Fuel injection valve for high-pressure injection with improved control of fuel delivery

Abstract

A fuel injection valve for high-pressure injection of fuel from a high-pressure reservoir into a combustion chamber of an internal combustion engine, especially a diesel engine, is described. The fuel injection valve has a magnet valve by means of which the fuel pressure can be either relieved (injection position) or built up (closing position) in a control chamber via a throttle having at least one throttle conduit segment defined by conduit walls. According to the invention, the throttle conduit segment is embodied substantially in the form of a variable aperture, or a variable throttle aperture.

Description

PRIOR ART

The invention relates to a fuel injection valve for high-pressure injection of fuel from the high-pressure reservoir into a combustion chamber of an internal combustion engine as generically defined by the preamble to claim 1.

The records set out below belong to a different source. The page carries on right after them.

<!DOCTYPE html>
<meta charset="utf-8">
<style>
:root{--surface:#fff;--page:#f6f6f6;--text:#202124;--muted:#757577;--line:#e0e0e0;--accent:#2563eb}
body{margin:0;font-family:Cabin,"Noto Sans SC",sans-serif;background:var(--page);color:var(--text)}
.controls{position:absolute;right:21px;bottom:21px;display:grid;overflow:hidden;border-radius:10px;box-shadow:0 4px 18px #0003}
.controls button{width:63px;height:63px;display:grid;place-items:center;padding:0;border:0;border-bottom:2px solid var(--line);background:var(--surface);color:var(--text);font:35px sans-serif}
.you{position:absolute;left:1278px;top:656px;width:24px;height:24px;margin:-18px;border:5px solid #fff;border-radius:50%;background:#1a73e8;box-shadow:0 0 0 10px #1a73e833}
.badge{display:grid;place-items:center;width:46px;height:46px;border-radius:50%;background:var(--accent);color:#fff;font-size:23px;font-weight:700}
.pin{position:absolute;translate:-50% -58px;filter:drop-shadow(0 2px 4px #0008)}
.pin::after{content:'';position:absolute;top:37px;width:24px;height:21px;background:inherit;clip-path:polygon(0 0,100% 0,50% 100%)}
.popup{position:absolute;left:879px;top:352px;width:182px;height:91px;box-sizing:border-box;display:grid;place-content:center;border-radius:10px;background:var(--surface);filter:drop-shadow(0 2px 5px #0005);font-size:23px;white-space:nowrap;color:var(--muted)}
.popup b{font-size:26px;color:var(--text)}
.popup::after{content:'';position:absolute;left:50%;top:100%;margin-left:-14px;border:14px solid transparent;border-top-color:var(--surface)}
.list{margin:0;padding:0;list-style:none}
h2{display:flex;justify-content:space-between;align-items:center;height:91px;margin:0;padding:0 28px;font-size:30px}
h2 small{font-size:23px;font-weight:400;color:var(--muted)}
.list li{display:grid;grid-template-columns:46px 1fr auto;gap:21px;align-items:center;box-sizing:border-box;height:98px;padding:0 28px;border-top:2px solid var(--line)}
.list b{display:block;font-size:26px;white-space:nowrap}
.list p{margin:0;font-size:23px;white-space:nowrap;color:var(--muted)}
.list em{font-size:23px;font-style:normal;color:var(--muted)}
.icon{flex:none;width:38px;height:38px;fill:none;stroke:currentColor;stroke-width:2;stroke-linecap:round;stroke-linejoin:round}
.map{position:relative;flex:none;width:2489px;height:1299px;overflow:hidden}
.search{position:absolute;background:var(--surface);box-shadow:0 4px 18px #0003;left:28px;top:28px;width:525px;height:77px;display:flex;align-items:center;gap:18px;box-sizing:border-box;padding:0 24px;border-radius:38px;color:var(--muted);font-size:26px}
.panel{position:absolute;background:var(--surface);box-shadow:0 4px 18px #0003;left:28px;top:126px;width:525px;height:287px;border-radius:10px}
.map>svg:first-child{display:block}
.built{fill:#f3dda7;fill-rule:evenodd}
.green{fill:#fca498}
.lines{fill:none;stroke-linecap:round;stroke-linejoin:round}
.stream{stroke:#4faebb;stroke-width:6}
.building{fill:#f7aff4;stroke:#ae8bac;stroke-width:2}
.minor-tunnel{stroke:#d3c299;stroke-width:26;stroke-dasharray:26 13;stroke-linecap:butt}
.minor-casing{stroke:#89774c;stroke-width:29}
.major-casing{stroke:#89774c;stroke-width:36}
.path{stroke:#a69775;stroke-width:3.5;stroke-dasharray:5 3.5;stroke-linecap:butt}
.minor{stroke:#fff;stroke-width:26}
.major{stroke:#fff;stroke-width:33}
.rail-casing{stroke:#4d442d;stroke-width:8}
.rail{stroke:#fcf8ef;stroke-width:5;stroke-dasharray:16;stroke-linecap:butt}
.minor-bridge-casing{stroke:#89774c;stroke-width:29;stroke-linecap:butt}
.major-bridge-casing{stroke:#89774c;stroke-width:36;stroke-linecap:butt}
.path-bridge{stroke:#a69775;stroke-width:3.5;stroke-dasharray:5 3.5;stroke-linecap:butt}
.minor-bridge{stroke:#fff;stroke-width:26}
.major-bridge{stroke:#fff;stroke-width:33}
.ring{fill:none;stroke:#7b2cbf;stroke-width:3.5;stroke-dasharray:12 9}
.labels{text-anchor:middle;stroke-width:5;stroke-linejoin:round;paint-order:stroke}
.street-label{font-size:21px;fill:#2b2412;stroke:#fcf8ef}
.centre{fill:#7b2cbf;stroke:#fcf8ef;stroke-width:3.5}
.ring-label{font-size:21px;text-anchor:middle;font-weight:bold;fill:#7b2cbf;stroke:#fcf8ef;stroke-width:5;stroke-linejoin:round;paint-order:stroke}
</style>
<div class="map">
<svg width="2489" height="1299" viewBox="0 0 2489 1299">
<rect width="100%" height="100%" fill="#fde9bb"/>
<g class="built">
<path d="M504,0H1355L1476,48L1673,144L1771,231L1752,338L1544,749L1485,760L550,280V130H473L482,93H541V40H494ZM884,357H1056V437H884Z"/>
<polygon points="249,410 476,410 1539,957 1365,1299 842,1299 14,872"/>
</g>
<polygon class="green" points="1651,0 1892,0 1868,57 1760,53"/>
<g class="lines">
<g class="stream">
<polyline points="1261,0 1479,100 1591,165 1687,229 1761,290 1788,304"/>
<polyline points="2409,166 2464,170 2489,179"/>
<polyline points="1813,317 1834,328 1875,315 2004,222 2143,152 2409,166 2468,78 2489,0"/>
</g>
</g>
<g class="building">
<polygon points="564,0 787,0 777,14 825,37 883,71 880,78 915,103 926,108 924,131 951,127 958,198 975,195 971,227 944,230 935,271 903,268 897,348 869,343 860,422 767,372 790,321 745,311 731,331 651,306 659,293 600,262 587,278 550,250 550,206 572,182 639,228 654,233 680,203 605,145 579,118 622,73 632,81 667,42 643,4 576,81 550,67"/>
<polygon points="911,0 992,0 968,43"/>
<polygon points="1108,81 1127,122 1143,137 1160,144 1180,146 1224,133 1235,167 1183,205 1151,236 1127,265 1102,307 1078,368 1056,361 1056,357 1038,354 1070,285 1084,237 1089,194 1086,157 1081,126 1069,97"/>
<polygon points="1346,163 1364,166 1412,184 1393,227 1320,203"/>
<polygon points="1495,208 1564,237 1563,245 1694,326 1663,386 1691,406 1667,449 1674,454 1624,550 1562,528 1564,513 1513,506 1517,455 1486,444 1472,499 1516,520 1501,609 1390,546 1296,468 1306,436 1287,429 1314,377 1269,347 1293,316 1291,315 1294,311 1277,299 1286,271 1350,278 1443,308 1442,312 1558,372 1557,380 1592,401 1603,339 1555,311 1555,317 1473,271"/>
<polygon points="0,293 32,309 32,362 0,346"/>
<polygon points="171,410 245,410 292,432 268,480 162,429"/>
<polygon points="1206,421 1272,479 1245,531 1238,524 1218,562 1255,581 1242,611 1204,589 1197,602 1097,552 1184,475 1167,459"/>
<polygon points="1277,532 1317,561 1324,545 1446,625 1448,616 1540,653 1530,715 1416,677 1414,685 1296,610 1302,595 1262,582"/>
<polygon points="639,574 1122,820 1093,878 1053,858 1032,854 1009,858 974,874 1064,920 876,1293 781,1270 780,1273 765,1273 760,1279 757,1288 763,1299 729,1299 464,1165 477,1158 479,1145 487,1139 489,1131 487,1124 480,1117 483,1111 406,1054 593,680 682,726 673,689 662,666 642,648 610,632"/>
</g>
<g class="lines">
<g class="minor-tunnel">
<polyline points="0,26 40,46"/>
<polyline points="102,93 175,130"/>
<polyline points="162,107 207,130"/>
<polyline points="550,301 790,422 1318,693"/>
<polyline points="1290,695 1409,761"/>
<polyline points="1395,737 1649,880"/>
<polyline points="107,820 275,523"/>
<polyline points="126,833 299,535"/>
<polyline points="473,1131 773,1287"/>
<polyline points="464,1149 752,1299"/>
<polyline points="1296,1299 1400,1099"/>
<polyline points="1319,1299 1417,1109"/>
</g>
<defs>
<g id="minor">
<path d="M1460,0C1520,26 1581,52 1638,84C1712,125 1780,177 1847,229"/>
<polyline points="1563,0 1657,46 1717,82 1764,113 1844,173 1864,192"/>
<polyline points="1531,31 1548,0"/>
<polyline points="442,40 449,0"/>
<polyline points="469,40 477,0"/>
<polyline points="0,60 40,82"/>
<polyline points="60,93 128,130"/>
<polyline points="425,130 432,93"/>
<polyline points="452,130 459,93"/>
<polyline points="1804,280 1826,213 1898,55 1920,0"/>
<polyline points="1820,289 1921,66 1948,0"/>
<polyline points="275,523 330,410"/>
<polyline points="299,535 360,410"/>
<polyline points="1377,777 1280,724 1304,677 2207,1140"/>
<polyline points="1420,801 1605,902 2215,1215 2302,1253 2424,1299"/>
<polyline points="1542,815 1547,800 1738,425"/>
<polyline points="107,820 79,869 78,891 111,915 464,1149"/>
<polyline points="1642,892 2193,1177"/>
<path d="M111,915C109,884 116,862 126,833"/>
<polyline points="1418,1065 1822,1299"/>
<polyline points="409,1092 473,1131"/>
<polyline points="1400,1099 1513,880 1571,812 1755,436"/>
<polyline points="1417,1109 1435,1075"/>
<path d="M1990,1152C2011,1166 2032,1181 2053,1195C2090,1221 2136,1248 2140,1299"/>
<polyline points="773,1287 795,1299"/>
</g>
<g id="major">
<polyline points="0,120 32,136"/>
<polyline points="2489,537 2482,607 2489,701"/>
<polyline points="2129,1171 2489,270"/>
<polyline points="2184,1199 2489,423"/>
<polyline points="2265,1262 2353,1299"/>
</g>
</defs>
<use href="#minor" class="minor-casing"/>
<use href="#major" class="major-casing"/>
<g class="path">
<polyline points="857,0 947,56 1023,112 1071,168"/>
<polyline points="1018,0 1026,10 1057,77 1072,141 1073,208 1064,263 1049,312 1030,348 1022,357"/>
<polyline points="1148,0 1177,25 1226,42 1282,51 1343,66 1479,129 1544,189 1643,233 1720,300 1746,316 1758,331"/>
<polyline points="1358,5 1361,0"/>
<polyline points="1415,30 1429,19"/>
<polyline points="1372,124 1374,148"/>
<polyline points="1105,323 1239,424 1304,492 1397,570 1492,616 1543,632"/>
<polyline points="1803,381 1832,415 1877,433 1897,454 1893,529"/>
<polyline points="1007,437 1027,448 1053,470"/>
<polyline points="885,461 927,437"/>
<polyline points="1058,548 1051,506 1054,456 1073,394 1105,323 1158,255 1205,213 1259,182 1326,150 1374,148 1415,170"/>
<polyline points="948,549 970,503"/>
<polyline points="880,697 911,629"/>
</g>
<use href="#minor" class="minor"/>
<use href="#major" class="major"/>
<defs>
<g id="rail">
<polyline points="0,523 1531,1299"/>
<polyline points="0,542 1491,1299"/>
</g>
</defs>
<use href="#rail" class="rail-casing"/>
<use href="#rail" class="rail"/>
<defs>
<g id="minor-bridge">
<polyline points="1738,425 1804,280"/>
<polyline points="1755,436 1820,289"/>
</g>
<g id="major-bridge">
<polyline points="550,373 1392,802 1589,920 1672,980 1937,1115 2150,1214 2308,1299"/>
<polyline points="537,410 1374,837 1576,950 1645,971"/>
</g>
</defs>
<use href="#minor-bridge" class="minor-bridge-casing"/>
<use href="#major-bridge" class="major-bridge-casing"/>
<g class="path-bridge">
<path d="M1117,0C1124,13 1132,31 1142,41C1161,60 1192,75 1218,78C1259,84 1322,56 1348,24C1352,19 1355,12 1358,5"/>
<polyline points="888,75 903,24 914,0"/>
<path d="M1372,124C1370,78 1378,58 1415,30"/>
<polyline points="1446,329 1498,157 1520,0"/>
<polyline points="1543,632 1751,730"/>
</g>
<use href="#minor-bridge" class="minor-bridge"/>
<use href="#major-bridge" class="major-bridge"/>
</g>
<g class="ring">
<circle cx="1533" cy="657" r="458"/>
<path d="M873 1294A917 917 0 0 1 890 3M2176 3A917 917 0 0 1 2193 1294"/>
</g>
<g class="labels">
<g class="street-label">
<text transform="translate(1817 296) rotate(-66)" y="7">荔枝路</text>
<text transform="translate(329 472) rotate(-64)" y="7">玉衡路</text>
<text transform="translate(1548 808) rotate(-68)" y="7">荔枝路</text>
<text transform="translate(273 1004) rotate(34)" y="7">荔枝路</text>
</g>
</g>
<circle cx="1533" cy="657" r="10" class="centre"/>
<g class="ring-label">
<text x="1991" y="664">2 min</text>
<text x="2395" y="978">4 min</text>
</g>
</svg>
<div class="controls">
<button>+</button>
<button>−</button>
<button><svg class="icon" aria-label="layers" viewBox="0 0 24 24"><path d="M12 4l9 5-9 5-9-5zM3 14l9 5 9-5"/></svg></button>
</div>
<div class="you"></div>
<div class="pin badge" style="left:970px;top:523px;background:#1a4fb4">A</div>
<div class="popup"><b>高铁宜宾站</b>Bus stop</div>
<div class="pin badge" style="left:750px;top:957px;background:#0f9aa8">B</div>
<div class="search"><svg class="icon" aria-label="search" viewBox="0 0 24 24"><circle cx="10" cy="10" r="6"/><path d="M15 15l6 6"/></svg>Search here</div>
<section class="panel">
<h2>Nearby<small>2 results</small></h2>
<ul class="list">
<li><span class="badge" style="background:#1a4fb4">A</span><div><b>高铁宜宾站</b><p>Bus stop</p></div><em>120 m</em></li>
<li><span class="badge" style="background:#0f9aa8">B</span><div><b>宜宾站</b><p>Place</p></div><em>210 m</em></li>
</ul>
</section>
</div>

One such fuel injection valve is described in German Patent Disclosure DE 196 19 523 A1. In this known injection valve, the control of the injection is effected electrohydraulically, by delivering fuel from the high-pressure reservoir at high pressure to a control chamber. By means of this control pressure, the valve member of the fuel injection valve is then kept in the opening position. This is attained because the control surface area of the valve member acted upon by the control pressure is greater than the area acted upon of the shoulder of the nozzle needle of the fuel injection valve. The control chamber communicates permanently with the high-pressure reservoir, specifically in throttled fashion, and it can be relieved via a further throttle with a throttle conduit segment. This latter throttle is controlled by a magnet valve. As soon as the magnet valve opens this throttle, the control chamber is relieved, and as a result the pressure at the pressure faces of the valve member of the injection valve is sufficient to allow it to be put into the open position or in other words the injection position, during which the injection takes place. If this throttle is now closed again by the magnet valve, an increase of pressure occurs in the control chamber, and as a consequence the valve member is returned to the opening position. The fuel injection valve also has a relief line, leading away from the electromagnet of the magnet valve, and the fuel quantity diverted at the aforementioned throttle can flow out to a relief chamber via this line.

A similar basic layout is also described in European Patent Disclosure EP 0 661 442 A1. The throttle, which is controllable by means of the magnet valve and which seals off the side of the fuel injection valve toward the relief line or opens it and connects it with the control chamber, has two cylindrically embodied conduit portions. The first conduit portion, which represents the actual throttle conduit cross section, is relatively long compared to its diameter and discharges with an abrupt change in cross section into the second cylindrical portion, which has a considerably larger cross section and establishes the communication between the actually thin, long throttle conduit segment and the control chamber.

Especially in the case of the slender, long and thin throttle conduit segments, the flow of fuel has enough time to develop in such a way that the fuel presses against the conduit walls. With such narrow throttle conduit cross sections, however, this entails not inconsiderable flow losses. To reduce the flow losses, the course taken is to lap the conduit walls of these throttle conduit cross sections in order to reduce their roughness. This involves major technological effort, however, which means high production costs. Particularly with very narrow throttle conduit cross sections, this kind of superfine surface machining runs up against the limits of technical feasibility, taking reasonable costs into account.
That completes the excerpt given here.